BURNSIDE: Greetings, my friend. Well, that was one for the ages for Sam Gagner on Thursday night, wasn’t it? The young Edmonton Oiler who has been the subject of trade rumors scored four times and added four assists as the Oilers spanked the Chicago Blackhawks 8-4. It’s the second time this season the Hawks have been crushed by the lowly Oil, having suffered a 9-2 pasting earlier in the season. Gagner, the sixth overall pick in the 2007 draft, has never quite lived up to expectations, and you wonder whether he is another example of a player who was rushed too quickly -- and the result has been an eroding of confidence and production. Even with his four-goal outburst Thursday, Gagner has just nine goals on the season and has never topped the 16-goal mark. Likewise, he has yet to equal the 49-point mark he established in his rookie season.

So, does a night like Thursday that saw him equal a franchise mark established in the Oilers’ glory days by Wayne Gretzky and Paul Coffey suddenly make him attractive on the open market? You’d have to think Blackhawks GM Stan Bowman will remember this performance as he trawls for some offensive depth and a defenseman before the Feb. 27 trade deadline. Of course, Hawks fans will be up in arms about another disappointing defensive/goaltending outing that saw Corey Crawford yanked early in the third period after having allowed five goals on 28 shots. There aren’t any real obvious fixes to the Hawks’ goaltending issues, assuming you believe there are issues. Evgeni Nabokov? Hardly seems like an upgrade. What say you, my friend?

LEBRUN: Gagner got to play between Taylor Hall and Jordan Eberle on Thursday night, and you saw what he can do when he gets an opportunity. What a sensational and historical night for Gagner. He’s been subject of trade rumors because his camp wondered whether he’d be a better fit elsewhere because he’s mostly played on the third line this season. His people believe that he’s at least a second-line center. If the Oilers do trade him, and that’s far from certain, they’d require a top-four defenseman in return, the one area they’re keenly focused on improving. My sense, though, is that the Oilers will keep Gagner.

As for the Hawks, now 25th in the NHL in goals against per game, the search for a defenseman takes on added pressure after that mess. Crawford must take his share of the blame, as well, but I really don’t think the Hawks are looking for another goalie at this point. I think they’re committed to the sophomore netminder. He was dynamite in the first round of the playoffs against Vancouver this past spring, and there’s no way that was a fluke.
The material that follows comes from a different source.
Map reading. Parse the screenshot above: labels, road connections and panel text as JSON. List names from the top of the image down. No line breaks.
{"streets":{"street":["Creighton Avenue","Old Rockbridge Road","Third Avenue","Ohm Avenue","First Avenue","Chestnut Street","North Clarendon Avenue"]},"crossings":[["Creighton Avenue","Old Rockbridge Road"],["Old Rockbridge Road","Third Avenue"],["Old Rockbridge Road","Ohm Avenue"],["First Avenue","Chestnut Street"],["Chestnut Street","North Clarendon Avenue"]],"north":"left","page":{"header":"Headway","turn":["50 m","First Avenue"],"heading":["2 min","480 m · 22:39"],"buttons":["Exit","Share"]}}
BURNSIDE: Here’s the dilemma for Bowman, as I see it. The Blackhawks can light it up with anyone in the league -- they are fourth in goals per game -- and have a blue line that boasts top-end talent in former Norris Trophy winner Duncan Keith, Canadian Olympian Brent Seabrook and up-and-coming blueliner Nick Leddy. But right now, where would you rank their goaltending in the conference? Hard to argue that Jimmy Howard (more on him in a moment), Roberto Luongo/Cory Schneider, Brian Elliott/Jaroslav Halak, Pekka Rinne and Antti Niemi wouldn’t rank ahead of Crawford (and Chicago backup Ray Emery). Throw in Jonathan Quick, who is having a Vezina-worthy season in Los Angeles, and Niklas Backstrom of the eighth-place Wild, and you could argue quite persuasively that the Blackhawks have the worst goaltending of the eight teams currently in the playoff bracket in the West. Can they overcome that and win a round or two or more? Well, that’s the great debate, no?

The Blackhawks, in the middle of a nine-game road trip, travel to Calgary on Friday night. Calgary is another one of those teams trying to decide if it's a buyer or a seller. If the Flames fall off the pace -- they are five points out of eighth in 11th place as we speak -- you have to wonder whether GM Jay Feaster might entertain offers for Miikka Kiprusoff. The veteran netminder has a no-move clause through the end of this season, but the Flames’ rebuilding has to start somewhere, no? And given Feaster’s repeated insistence that he’s not moving captain Jarome Iginla, maybe Kiprusoff is where it starts. And if you’re Chicago, well, food for thought, no?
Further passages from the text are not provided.